Both run autonomous 'AI companies' on your hardware: Auto-Company ships 14 expert-modeled agents ideating and shipping 24/7; Fusion makes the company importable and inspectable — org charts, token share per agent, multi-agent chat rooms.
| Auto-Company | Fusion | |
|---|---|---|
| Stars | 1.3k | 964 |
| Forks | 166 | 118 |
| Language | Python | TypeScript |
| License | — | MIT |
| Last activity | 1 months ago | today |
| Topics | agents, orchestration | coding, orchestration |
| Curated connections | 2 | 3 |
Auto-Company — the curator's take
The maximalist experiment: give 14 role-agents a company charter and let them run around the clock on your hardware. As a living demo of agentic workflows it's genuinely instructive — watch where autonomy compounds and where it wanders. Treat the 'without human intervention' framing as aspiration, NOT audit: unattended agents produce unattended mistakes at 24/7 speed, token bills to match, and there's NO license file at review time — check before building on it.

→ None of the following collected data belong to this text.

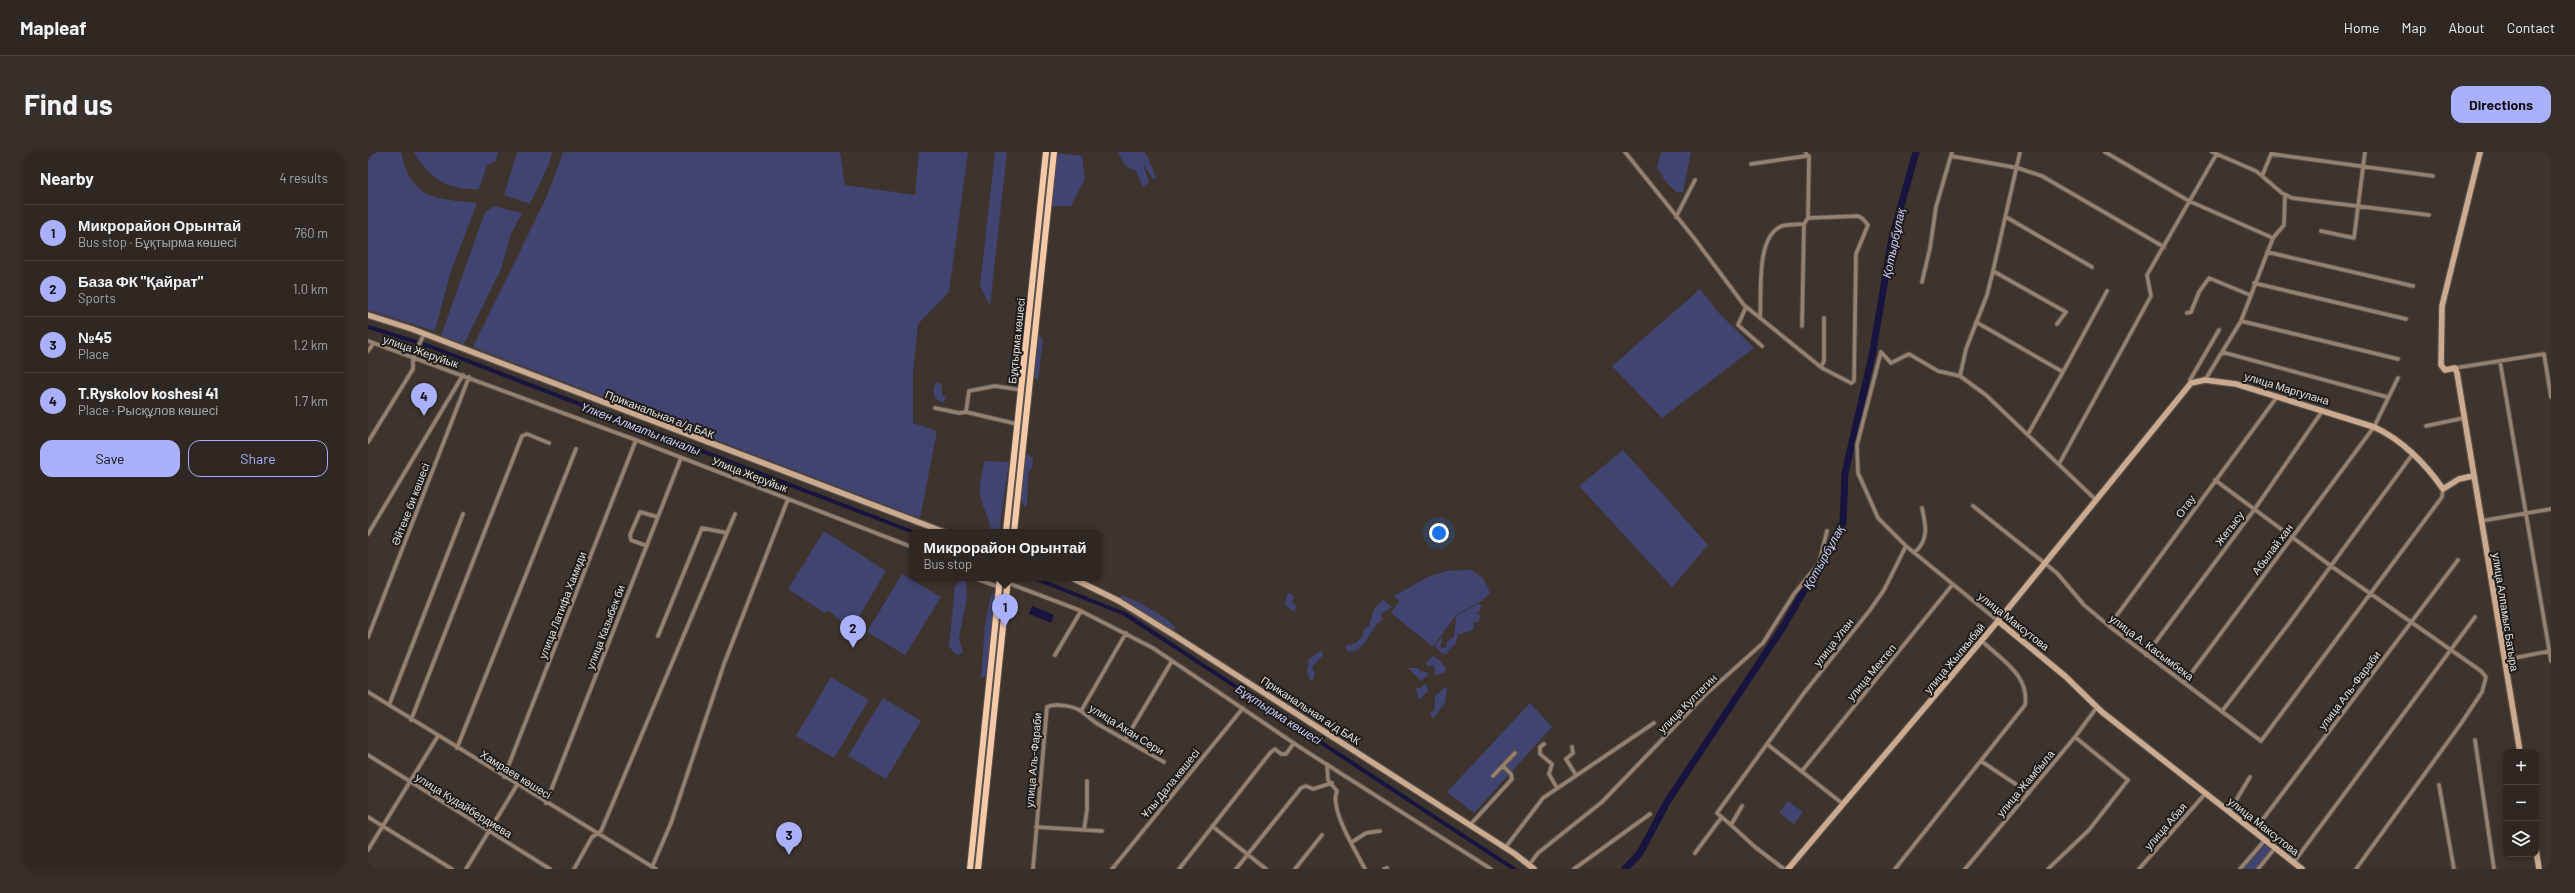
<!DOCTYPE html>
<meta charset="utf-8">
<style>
body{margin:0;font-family:Barlow,sans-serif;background:#362f2a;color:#f1f3f6}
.controls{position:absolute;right:12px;bottom:12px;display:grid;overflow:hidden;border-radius:8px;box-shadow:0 2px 6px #0003}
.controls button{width:36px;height:36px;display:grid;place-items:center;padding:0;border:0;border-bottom:1px solid #494440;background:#2e2722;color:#f1f3f6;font:20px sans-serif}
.you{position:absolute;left:1071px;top:381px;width:14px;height:14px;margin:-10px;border:3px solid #fff;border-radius:50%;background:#1a73e8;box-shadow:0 0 0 6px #1a73e833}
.badge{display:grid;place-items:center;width:26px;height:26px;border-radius:50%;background:#aab0fb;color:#111;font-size:13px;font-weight:700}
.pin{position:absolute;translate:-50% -33px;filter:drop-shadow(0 1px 2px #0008)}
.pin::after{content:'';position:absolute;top:21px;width:14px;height:12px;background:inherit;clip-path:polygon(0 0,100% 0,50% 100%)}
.popup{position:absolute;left:541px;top:377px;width:192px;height:52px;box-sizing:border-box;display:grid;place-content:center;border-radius:8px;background:#2e2722;filter:drop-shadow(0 1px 3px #0005);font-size:13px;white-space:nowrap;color:#a7a5a5}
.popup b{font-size:15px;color:#f1f3f6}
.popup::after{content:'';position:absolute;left:50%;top:100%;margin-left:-8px;border:8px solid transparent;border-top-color:#2e2722}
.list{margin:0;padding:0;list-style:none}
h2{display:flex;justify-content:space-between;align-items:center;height:52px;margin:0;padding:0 16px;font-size:17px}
h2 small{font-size:13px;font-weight:400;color:#a7a5a5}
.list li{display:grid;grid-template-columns:26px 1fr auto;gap:12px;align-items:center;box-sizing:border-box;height:56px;padding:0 16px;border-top:1px solid #494440}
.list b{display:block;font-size:15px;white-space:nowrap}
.list p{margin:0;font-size:13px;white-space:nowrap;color:#a7a5a5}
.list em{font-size:13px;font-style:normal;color:#a7a5a5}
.actions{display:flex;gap:8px;padding:12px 16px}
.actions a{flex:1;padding:9px 0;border:1px solid #aab0fb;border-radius:12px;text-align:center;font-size:14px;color:#aab0fb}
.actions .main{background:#aab0fb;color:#111}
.icon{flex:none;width:22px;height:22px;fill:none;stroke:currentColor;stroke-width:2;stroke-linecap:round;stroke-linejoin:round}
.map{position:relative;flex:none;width:2183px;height:717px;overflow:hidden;border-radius:12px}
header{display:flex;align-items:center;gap:24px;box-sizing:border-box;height:56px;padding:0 20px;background:#2e2722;border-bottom:1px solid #494440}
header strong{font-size:19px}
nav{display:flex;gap:22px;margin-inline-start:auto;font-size:14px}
.intro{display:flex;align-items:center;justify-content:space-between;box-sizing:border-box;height:96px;padding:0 24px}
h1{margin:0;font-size:28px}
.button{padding:10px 18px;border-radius:12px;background:#aab0fb;color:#111;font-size:14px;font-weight:700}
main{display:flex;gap:24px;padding:0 24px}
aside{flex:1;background:#2e2722;border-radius:12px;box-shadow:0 2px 6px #0003}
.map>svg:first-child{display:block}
</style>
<header>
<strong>Mapleaf</strong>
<nav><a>Home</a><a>Map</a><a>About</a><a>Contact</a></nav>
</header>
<div class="intro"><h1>Find us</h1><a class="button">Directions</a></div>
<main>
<aside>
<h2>Nearby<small>4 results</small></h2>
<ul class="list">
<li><span class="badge">1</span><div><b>Микрорайон Орынтай</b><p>Bus stop · Бұқтырма көшесі</p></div><em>760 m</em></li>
<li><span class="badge">2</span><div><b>База ФК &quot;Қайрат&quot;</b><p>Sports</p></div><em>1.0 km</em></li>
<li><span class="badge">3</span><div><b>№45</b><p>Place</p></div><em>1.2 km</em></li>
<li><span class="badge">4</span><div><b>T.Ryskolov koshesi 41</b><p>Place · Рысқұлов көшесі</p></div><em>1.7 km</em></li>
</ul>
<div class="actions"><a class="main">Save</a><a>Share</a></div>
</aside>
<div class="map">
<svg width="2183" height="717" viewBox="0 0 2183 717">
<rect width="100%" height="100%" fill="#3d342d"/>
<path fill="#414370" d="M 0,0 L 33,0 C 44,49 67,46 109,51 L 82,122 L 67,179 L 0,158 Z
M 46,0 L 130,0 L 128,9 L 119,13 L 111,37 C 82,39 60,26 46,0 Z
M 149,0 L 184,0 L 181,12 L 162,52 L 136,43 Z
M 195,0 L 472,0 L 477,33 L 547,43 L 551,0 L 600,0 L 581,140 L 550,172 L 545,220 L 545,271 L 569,279 L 552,366 L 105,195 L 179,44 Z
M 627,0 L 639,0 L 622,154 L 612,134 Z
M 680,0 L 683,0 L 662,197 L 660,198 Z
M 750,0 L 776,0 L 780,5 L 788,26 L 785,27 L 775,12 L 781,30 L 775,35 L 768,19 L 758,15 Z
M 1293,0 L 1323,0 L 1315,40 L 1308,40 L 1298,30 L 1289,16 Z
M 688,1 L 714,4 L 717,27 L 703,54 L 684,54 Z
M 126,54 L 154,61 L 143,82 L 133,117 L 96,192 L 73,184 L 117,60 Z
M 1332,137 L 1350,160 L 1386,196 L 1294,266 L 1244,214 Z
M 671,182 L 675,189 L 670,228 L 666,226 Z
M 660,204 L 661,207 L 650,304 L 659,205 Z
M 570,230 L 574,234 L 574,243 L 578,244 L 575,251 C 565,247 564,242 567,232 Z
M 1255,298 L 1340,393 L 1304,435 L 1211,334 Z
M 659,302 L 665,307 L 664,315 L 660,321 L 659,352 L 657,355 L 651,343 L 656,305 Z
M 616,309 L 641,310 L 631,380 L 622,380 C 622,363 614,357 612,341 C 611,331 615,319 616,309 Z
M 456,379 L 518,419 L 483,478 L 460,458 L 457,461 L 420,437 Z
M 1104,418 L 1115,426 L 1122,441 L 1114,449 L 1088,463 L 1065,495 L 1023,461 L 1031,449 L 1026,444 L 1060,425 L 1078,419 Z
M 534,422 L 573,445 L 537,503 L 499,480 Z
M 596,426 L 598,427 L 599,445 L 591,486 L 595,500 L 589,503 L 581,495 L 587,434 Z
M 922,441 L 926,445 L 924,450 L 928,454 L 927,460 L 917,453 L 919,442 Z
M 627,442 L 621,522 L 613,526 L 617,472 L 623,443 Z
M 753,444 C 762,444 805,468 808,477 L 802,478 L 754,449 Z
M 633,446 L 635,446 L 607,717 L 605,717 Z
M 1015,448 L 1024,455 L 1013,462 L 1015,467 C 1000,476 999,502 979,499 L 977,494 L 988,491 L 995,484 L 996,477 L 1001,474 L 1006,457 Z
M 1110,452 L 1113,453 L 1112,458 L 1108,461 L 1113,464 L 1110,470 L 1105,470 L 1106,475 L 1105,478 L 1090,483 L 1087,493 L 1079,499 L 1081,502 L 1073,501 L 1067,494 L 1073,486 L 1075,486 L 1072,495 L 1078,496 L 1079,490 L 1086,485 L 1088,464 Z
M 953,498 L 955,503 L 944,515 L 947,521 L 945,528 L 942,528 L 939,520 L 941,507 Z
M 1065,504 L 1073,509 L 1078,517 L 1076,521 L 1067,523 L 1066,513 L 1059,514 L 1058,511 Z
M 1040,516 L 1050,516 L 1052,519 L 1059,520 L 1060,523 L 1053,529 Z
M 463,525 L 501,548 L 466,606 L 428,584 Z
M 1058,531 L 1060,539 L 1051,548 L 1048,536 L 1052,536 Z
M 1077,535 L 1079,537 L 1077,551 L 1065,567 L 1062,562 L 1067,557 L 1067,544 Z
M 515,546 L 553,569 L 518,627 L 480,604 Z
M 1162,551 L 1184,575 L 1106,661 L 1079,640 Z
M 1420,649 L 1435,660 L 1426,672 L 1411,661 Z
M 1901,689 L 1907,695 L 1891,717 L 1873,717 Z"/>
<path fill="#171440" d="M 664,454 L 686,463 L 683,471 L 661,462 Z"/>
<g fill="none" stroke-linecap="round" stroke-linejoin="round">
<path stroke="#171440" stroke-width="4" d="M 0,175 L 58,193 L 545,380
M 666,426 L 757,462 L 1146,717"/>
<path stroke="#171440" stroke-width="7" d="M 1257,717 L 1272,701 L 1299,650 L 1415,475 L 1475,371 L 1477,321 L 1504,204 L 1524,86 L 1548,0"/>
<defs>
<path id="street" d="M 1257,0 L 1326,86 L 1376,153 L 1454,216 L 1483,231 L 1486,229 L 1488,102 L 1500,73 L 1495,67 L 1490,64 L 1440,66 L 1441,4 L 1438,3
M 1737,0 L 1821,49 L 1905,86
M 1844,0 L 1888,19 L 1914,41 L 1924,46 L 2061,63
M 1903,2 L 2065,24
M 1583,4 L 1650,16 L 1674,24 L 1796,95
M 1383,12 L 1438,4 L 1438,0
M 1894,24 L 1904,0
M 1308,65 L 1327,28
M 1638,65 L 1724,115
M 1953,79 L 1986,86 L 1997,0
M 1899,100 L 2045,134
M 1625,119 L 1698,160 L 1689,172
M 1554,130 L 1562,96 L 1568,55 L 1584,0
M 1886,131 L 2038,167
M 1378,155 L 1370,173 L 1394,194
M 1819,161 L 1823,160 L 1831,140 L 1841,126 L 1882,143
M 1392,166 C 1394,143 1387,84 1414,74 C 1420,72 1429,73 1436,72
M 1873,169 L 2030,207
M 1608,170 L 1695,220 L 1739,139
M 1434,174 L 1436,72 L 1440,66
M 0,189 L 268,288 L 544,395
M 0,199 L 5,192
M 1854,200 L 2019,245
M 2132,209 L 2183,509
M 1453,215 L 1456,209 L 1456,166
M 2087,216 L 2176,202 L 2183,245
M 1592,224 L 1598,197 L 1619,143 L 1625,119 L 1652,0
M 1837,228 L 1873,169 L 1905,86 L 1916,73 L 1917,43
M 1823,231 L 1822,228 L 1851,178
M 567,256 L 591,261 L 598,260 L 601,239 L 627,234 L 653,238
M 598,260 L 649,272
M 2058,274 L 2096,266
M 1660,282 L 1695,220
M 0,290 L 45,217 L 45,206 L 56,182
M 1691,312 L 1783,144 L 1779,123 L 1848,3
M 1847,328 L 1963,414 L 2113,519 L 2118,525 L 2114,540 L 2092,573 L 1988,717
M 1605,354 L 1689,421 L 1716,453 L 1741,474 L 1893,589 L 2074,345 L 2075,337
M 2113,369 L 2183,357
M 0,382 L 95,223
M 279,394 L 263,388 L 262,383 L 272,360 L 290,365
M 1547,400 C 1561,388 1558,373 1554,356
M 606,426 L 631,435
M 640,431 L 711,458 L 785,496 L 933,596 L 1123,717
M 1630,469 L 1538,394 L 1510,366 L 1499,341 L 1490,321 L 1489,293 L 1513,200 L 1523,211 L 1541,202 L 1570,219 L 1592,224 L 1618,243 L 1728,348
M 1741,474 L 1909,245
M 290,484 L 334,376 L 359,381
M 0,485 L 101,225
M 687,503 L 713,459
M 1778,503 L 1886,358 L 1955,258
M 2136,508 L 2182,499
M 1816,531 L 2006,275 L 2030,226
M 0,540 L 288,717
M 21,553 L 95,362
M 1855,558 L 1919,474 L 2044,303
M 713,559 L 728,571 L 796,610
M 43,568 L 154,284 L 159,282 L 181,291
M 757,588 L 804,509
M 2107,588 L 2126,717
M 1176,592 L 1172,595 L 1172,602 L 1184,612 L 1181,622 L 1189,636
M 1399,592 L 1475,652
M 1204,595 L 1205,601 L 1198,607 L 1208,623
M 89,596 L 208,297
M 0,603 L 182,717
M 1613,609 L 1661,641
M 959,612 L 960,628 L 969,639 C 961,657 988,699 997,717
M 1434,619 L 1585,432
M 1125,624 L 1147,601
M 136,625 L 268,288
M 2071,633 L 2086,717
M 178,651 L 313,306
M 1374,654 L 1363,673 L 1387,695 L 1416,717
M 1861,660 L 1882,625
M 0,665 L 84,717
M 1102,673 L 1144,627 L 1143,622 L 1135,614
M 1363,673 L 1349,661 L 1436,541 L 1502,458 L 1516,438 L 1538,394
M 844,674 L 898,717
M 668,675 L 734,679
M 716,678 L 719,658 L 719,629
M 1886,679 L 2090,408
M 984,690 L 998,681 L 1012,679
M 1137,696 L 1175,646 L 1286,571
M 0,698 L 70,584
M 1327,701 L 1353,666
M 1926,710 L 2107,465
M 1161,713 L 1170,701 L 1234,650 L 1337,543 L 1395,491 L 1426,442 L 1451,411 L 1459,379
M 284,715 L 303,671 L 356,512 L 420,347
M 98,717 L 149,633
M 206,717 L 224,685 L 233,679 L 367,362
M 665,717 L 679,555 C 687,551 706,554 713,559 L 758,481
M 744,717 L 875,556
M 811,717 L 902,601 L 907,597 L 913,602 L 918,602 L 926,591
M 868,717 L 933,636 L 938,634 L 945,637 L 964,631
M 927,717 L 954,683
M 1016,717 L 1019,716
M 1206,717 L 1282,662
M 1527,717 L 1657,553 C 1662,523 1632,507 1614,489
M 1597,717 L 1707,585 L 1729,555
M 1680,717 L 1721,678 L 1760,628 L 1707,585
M 1771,717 L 1837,642
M 1872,717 L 1897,688
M 1890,717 L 1907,696"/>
<path id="secondary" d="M 2112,0 L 2074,154 L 2073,213 L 2077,218 L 2087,216 L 2089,221 L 2152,600
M 0,163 L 44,177 L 576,380
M 704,426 L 751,449 L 809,485 L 1147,702 L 1166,717
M 1630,469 L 1697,524 L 1734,560 L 1934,717
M 2168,698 L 2171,717
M 1420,717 L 1630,469 L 1823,231 L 1837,228 L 1868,232 L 2006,275 C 2033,287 2058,312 2075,337 L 2091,327 L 2105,324"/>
<path id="primary" d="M 638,380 L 678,0
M 646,380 L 686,0
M 602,717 L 632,426
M 610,717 L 640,426"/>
</defs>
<use href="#street" stroke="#585049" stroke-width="5.5"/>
<use href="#secondary" stroke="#585049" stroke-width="8"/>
<use href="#primary" stroke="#585049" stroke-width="8"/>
<use href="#street" stroke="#968070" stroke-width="3.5"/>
<use href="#secondary" stroke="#ccaa90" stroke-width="5.5"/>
<use href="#primary" stroke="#f6caa8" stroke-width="6"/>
</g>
<g text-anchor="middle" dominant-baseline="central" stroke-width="4" stroke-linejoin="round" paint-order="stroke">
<g font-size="11" fill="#e5e0dc" stroke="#201c19">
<text transform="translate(648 189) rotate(-84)">Бұқтырма көшесі</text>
<text transform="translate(53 199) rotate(19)">улица Жеруйык</text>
<text transform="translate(1919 236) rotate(17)">улица Маргулана</text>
<text transform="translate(292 262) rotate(21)">Приканальная а/д БАК</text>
<text transform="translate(382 322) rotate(21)">Улица Жеруйык</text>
<text transform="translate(42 352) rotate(-69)">Әйтеке би көшесі</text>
<text transform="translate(1817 354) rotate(-54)">Отау</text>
<text transform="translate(1861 376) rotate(-53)">Жетысу</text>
<text transform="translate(1904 397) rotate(-53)">Абылай хан</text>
<text transform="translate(194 453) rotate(-69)">улица Латифа Хамиди</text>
<text transform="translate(2138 460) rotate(81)">улица Алпамыс Батыра</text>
<text transform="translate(1646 469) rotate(38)">улица Максутова</text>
<text transform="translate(237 475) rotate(-69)">улица Казыбек би</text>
<text transform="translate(1465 490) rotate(-52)">улица Улан</text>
<text transform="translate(1784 495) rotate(37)">улица А. Касымбека</text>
<text transform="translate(1586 506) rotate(-50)">улица Жылкыбай</text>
<text transform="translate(1503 520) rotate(-50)">улица Мектеп</text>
<text transform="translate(1981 538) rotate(-53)">улица Аль-Фараби</text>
<text transform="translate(1319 551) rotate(-45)">улица Култегин</text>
<text transform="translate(943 558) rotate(33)">Приканальная а/д БАК</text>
<text transform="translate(759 577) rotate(32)">улица Акан Сери</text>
<text transform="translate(665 608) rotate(-85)">улица Аль-Фараби</text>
<text transform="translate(148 622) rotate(32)">Хамраев көшесі</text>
<text transform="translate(802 631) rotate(-51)">Ұлы Дала көшесі</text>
<text transform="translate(1657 631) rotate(-50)">улица Жамбыла</text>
<text transform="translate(96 653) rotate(32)">улица Кудайбердиева</text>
<text transform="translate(1797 674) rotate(-49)">улица Абая</text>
<text transform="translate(1896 674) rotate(38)">улица Максутова</text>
</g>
<g font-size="12" font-style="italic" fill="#c7ccfb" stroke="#201c19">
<text transform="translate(1525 91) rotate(-78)">Қотырбұлақ</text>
<text transform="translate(273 276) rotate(21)">Үлкен Алматы каналы</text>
<text transform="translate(1455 405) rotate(-61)">Қотырбұлақ</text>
<text transform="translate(911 562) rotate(33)">Бұқтырма көшесі</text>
</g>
</g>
</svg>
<div class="controls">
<button>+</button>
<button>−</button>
<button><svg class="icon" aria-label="layers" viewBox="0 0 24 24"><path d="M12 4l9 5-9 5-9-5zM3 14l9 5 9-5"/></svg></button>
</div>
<div class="you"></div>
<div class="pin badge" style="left:637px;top:475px">1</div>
<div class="popup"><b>Микрорайон Орынтай</b>Bus stop</div>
<div class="pin badge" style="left:485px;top:496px">2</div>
<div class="pin badge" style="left:421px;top:703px">3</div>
<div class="pin badge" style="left:56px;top:264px">4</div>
</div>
</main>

Fusion — the curator's take
The most ambitious entry in the agent-factory wave: visual workflow authoring (plan→execute→review graphs you can edit), per-task oversight levels from observe to autonomous with human gates on merges, a multi-node mesh (fleet on a server, steered from your phone), importable 'agent companies' (440+ pre-built agents), and a Command Center with real fleet telemetry. Genuinely MIT and shipping weekly. When NOT: it wears its 'early preview' badge honestly — breadth currently outruns depth, so expect rough edges; if you want minimal-machinery unattended runs from an issue tracker, contrabass is the leaner tool, and a single interactive session needs none of this.